I read that lens makers used to use radioactive glass to increase the refractive index property of their lenses.

Here are some example dosages; where would looking through the viewfinder for an hour fit?

The article in rfusca's answer includes some references: The Aero-Ektars, by NASA scientist Michael Briggs; Radioactive Materials in Camera Lenses, from the Health Physics Society (an organization focused on radiation safety); and Thoriated Camera Lens (ca. 1970s), from Oak Ridge Associated Universities's professional training on radiation safety.

From the ORAU PTP article:

Measurements have indicated that the exposure rate at a depth of 10 cm in the body of an individual carrying a camera containing 0.36 uCi of thorium would be approximately 0.01 mrem/hr. Based on this value, NUREG-1717 calculated that a serious photographer might receive an annual exposure of 2 mrem. This assumed that the photographer carried the camera 30 days per year and for 6 hours per day. They also estimated an exposure of 0.7 mrem per year for an average photographer. If the camera lens contained the maximum permitted concentration of thorium (30%), NUREG-1717 estimated that the aforementioned annual doses could triple.

This puts the "6hrs/day for a month" usage at about the same as getting a chest X-ray — or, one little green square on the xkcd chart. Or to put it another way, using the lens six hours a day for a year would be the same as taking three round-trip flights from one US coast to the other in that year. Not completely trivial, but not something people normally stress about. And that'd be really heavy usage.

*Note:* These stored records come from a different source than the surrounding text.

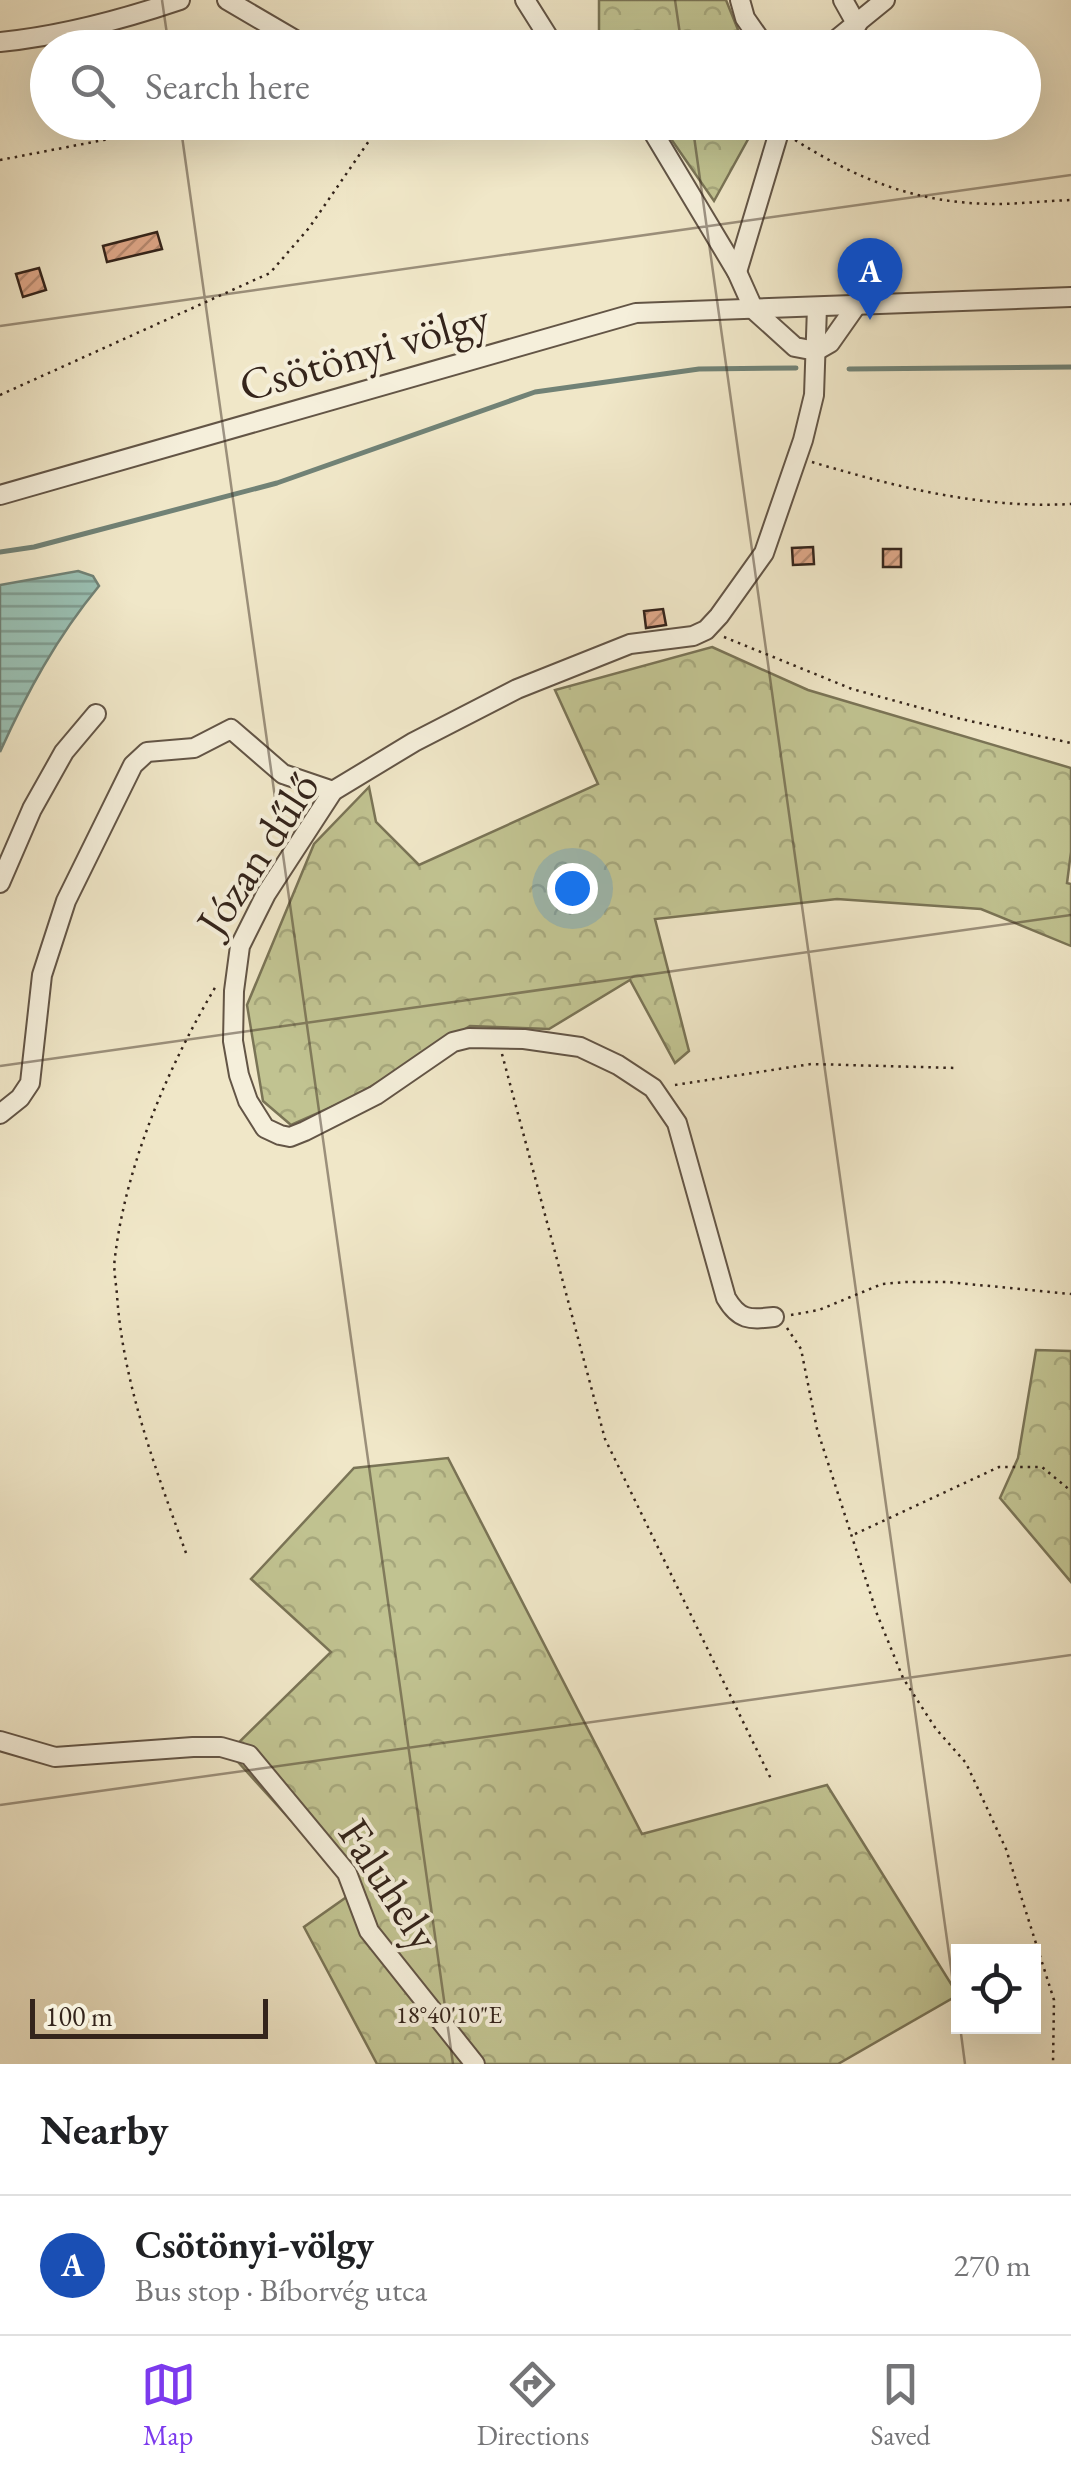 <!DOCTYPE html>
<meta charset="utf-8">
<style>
:root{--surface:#fff;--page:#f2f2f2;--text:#202124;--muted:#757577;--line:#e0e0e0;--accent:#7c3aed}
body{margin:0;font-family:"EB Garamond",serif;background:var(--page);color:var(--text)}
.controls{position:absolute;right:30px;bottom:30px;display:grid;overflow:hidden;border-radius:0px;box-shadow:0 10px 40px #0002}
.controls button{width:90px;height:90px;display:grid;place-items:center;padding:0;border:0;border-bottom:2px solid var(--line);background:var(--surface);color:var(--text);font:50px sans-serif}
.scale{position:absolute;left:30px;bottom:25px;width:238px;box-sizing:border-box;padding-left:10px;border:5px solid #34241b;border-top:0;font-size:28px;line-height:35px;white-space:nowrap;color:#34241b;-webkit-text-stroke:8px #f5efdb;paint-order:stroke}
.you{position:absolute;left:572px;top:888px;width:35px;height:35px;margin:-25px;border:8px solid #fff;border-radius:50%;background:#1a73e8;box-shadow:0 0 0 15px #1a73e833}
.badge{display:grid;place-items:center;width:65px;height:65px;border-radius:50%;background:var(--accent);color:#fff;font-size:32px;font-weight:700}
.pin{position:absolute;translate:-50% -82px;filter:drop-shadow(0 2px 5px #0008)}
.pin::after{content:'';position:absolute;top:52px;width:35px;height:30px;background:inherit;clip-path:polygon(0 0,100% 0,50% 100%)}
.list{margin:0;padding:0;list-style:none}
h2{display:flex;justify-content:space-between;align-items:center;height:130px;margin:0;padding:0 40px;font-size:42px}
h2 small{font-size:32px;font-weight:400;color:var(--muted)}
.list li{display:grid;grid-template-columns:65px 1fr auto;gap:30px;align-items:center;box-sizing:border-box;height:140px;padding:0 40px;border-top:2px solid var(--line)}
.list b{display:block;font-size:38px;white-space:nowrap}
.list p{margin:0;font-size:32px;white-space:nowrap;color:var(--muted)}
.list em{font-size:32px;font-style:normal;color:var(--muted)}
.icon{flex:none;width:55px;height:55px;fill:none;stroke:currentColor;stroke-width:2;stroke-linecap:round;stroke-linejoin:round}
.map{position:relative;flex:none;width:1071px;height:2064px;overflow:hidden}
.search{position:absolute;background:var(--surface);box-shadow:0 10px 40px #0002;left:30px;right:30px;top:30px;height:110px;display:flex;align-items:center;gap:25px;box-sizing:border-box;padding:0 35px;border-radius:55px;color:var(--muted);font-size:38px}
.sheet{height:270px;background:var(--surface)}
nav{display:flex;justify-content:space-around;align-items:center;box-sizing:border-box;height:140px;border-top:2px solid var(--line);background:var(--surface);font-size:28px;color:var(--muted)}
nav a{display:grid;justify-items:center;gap:5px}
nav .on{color:var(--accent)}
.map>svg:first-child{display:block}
.forest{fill:url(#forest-crowns);stroke:#7a7456;stroke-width:2.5}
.water{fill:url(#water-rules);stroke:#718276;stroke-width:2.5}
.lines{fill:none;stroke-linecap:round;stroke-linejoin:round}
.stream{stroke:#718276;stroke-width:5}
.building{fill:url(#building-hatch);stroke:#34241b;stroke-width:2.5}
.minor-casing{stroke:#635546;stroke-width:22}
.path{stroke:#34241b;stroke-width:2.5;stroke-dasharray:2.5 5;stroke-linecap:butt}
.minor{stroke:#f5efdb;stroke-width:18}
.ticks{fill:none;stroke:#34241b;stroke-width:2.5;stroke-opacity:0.45}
.labels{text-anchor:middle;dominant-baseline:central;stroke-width:8;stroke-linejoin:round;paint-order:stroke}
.street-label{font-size:45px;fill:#34241b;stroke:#f5efdb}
.ticks-label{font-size:25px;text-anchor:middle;fill:#34241b;stroke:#f5efdb;stroke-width:8;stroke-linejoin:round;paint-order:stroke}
</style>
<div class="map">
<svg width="1071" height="2064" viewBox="0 0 1071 2064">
<defs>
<pattern id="forest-crowns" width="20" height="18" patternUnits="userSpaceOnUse" patternTransform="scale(2.5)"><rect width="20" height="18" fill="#c1c391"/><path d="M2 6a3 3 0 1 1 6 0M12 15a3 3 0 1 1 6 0" fill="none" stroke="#a6a77c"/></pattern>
<pattern id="water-rules" width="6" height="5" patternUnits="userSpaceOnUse" patternTransform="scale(2.5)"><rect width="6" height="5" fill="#9ac0b3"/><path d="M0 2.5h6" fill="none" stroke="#7e9c91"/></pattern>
<pattern id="building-hatch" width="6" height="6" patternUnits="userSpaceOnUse" patternTransform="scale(2.5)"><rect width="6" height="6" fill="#dea788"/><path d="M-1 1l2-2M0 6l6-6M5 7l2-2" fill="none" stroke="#b5886e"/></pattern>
</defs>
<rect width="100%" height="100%" fill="#f0e7c8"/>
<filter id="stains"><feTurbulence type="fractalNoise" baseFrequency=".002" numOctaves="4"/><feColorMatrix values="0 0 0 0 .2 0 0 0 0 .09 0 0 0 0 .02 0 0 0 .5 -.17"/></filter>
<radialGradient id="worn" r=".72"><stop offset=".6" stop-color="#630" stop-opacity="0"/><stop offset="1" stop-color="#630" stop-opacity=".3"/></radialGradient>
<g class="forest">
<polygon points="599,0 726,0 745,47 608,47 599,34"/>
<polygon points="660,123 757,123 714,201"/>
<polygon points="712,647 808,690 1071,768 1071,852 1067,883 1071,884 1071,946 981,909 837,899 655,919 689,1051 675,1063 630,980 549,1029 470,1026 352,1098 291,1125 263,1101 247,1005 314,844 369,787 376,822 419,865 598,784 555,690"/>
<polygon points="1036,1350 1071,1351 1071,1582 1000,1498 1018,1458"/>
<polygon points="448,1458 642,1834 827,1785 958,1995 838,2064 377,2064 304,1927 355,1891 229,1752 331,1652 251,1579 354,1468"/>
</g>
<path class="water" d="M78 571 93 576 99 586C57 637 27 692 0 752V585Z"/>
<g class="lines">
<g class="stream">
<polyline points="849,369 1071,367"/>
<polyline points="0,552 34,547 277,483 535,392 699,369 796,368"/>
</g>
</g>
<g class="building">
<polygon points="157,232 162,249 107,262 103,246"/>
<polygon points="39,268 46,290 23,297 16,274"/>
<polygon points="813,547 814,564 793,565 792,548"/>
<rect x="883" y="549" width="18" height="18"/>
<polygon points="663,609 666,625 646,628 644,611"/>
</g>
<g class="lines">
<defs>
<g id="minor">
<polyline points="227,0 309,48"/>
<polyline points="525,0 554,46"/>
<polyline points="740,0 745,18 766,48"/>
<polyline points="843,0 857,25"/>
<path d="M0 42C62 36 121 20 180 0"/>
<polyline points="550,48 579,48"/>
<polyline points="826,48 885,0"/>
<polyline points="647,122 737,272 754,310 795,347 816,351 830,343 856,306"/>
<polyline points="737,272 782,122"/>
<polyline points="0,495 636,313 1071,297"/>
<polyline points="0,883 32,809 64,752 96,714"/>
<polyline points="0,1114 20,1098 30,1083 42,975 66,901 133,765 147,752 194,748 231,729 283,774 333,791"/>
<path d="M774 1317C749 1320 739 1320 726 1298L677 1123 653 1088 618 1065 580 1047 524 1039 469 1038 453 1042 376 1095 305 1131 290 1137 280 1135 265 1128 248 1101 239 1075 233 1041 234 991 240 946 266 894 333 791 414 742 517 689 630 644 693 636 706 630 719 616 764 553 803 440 814 395 817 307"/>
<polyline points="0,1741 55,1757 193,1747 221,1747 249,1755 347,1873 369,1931 475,2064"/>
</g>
</defs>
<use href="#minor" class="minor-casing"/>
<g class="path">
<path d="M795 140C859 180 916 203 993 204 1019 204 1045 201 1071 200"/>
<polyline points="0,160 109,139 155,122"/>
<polyline points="0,395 270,273 309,228 382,122"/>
<path d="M812 462C896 487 983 509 1071 504"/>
<polyline points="724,637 852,689 961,719 1071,743"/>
<polyline points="502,1054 605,1439 772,1781"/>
<polyline points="675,1085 811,1064 956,1068"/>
<polyline points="791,1315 819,1310 882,1284 906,1282 948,1282 1071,1294"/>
<polyline points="787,1328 801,1349 817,1429 877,1614 903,1678 936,1729 966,1763 1006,1849 1054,2000 1053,2064"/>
<polyline points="855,1534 999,1467 1042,1467 1071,1491"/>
<path d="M186 1553C156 1470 123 1384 117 1295 116 1282 113 1269 115 1257 126 1164 169 1065 216 986"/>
</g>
<use href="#minor" class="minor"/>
</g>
<path class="ticks" d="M162 0 169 48M675 0 682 48M180 122 453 2064M692 122 958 2018M0 326 1071 175M0 1066 1071 915M0 1805 1071 1655M960 2026 965 2064"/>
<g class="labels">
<g class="street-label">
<text transform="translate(364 351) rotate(-16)">Csötönyi völgy</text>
<text transform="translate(257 853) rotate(-57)">Józan dűlő</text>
<text transform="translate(390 1884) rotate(57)">Faluhely</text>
</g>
</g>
<g class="ticks-label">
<text x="449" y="2023">18°40'10"E</text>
</g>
<rect width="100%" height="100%" filter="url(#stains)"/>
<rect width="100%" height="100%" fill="url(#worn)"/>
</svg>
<div class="controls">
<button><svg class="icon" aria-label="locate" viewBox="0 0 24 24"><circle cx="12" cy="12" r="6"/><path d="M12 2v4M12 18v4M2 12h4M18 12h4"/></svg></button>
</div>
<div class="scale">100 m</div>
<div class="you"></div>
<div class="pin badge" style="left:870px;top:320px;background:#1a4fb4">A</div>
<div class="search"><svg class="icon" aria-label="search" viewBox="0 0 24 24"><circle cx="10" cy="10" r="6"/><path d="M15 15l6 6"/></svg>Search here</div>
</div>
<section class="sheet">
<h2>Nearby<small></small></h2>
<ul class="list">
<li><span class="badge" style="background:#1a4fb4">A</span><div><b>Csötönyi-völgy</b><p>Bus stop · Bíborvég utca</p></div><em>270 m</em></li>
</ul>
</section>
<nav>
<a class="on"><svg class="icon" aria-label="map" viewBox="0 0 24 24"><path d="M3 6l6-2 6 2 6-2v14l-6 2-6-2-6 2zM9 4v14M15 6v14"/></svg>Map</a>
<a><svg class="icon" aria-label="directions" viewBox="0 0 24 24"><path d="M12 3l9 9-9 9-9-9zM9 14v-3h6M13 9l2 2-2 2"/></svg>Directions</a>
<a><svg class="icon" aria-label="saved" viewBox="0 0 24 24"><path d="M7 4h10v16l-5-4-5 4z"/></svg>Saved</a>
</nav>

The articles indicate that exposure to the eye might be a greater concern than overall dosage, particularly if you happen to have thorium in an eyepiece (unlikely for general photo equipment). So you might decide to spend a little less time holding the camera right to your eye than you might otherwise.

Assuming (based on the reading) that looking through the viewfinder is very roughly an order of magnitude greater exposure than the general usage, looking through the viewfinder for an hour is about 1µSv — equivalent to getting an arm x-ray.

• The reason eye exposure is an issue is when the eyepiece lens contains Thorium. The major energy components in the decay chain of Thorium are very high energy Alpha and lower energy Beta. These are stopped by almost anything including air which stops virtually all Alpha after an inch or so. Putting your eye up to an eyepiece with Thoriated glass on the eye facing side is a problem. Otherwise, so long as the eyepiece itself doesn't contain Thorium, the doses listed in the answer's ORAU quote apply.
– doug
May 4 '19 at 20:17
• Yes, exactly, and I'm unaware of any use of thorium in camera eyepieces. May 4 '19 at 21:20

Typical lens radiation was apparently approaching 1 mR/hr at the surface of the lens and tapers off rapidly with distance. I'm not sure exactly where it lands in your chart, but the same source states that a chest xray is about 10 mR.

It should also be noted that the conversion rate between Rems and Seiverts is 1 mR = 10 µSv. So if a chest x-ray is 10mR (according to the article @rfusca linked), thats about 100µSv. According to the chart, that is equivalent to the approximate total dose received at Fukishima Town Hall over a full two weeks, and just shy of half what those two Fukishima workers received that will likely make them a little sick for a while, but is easily treatable.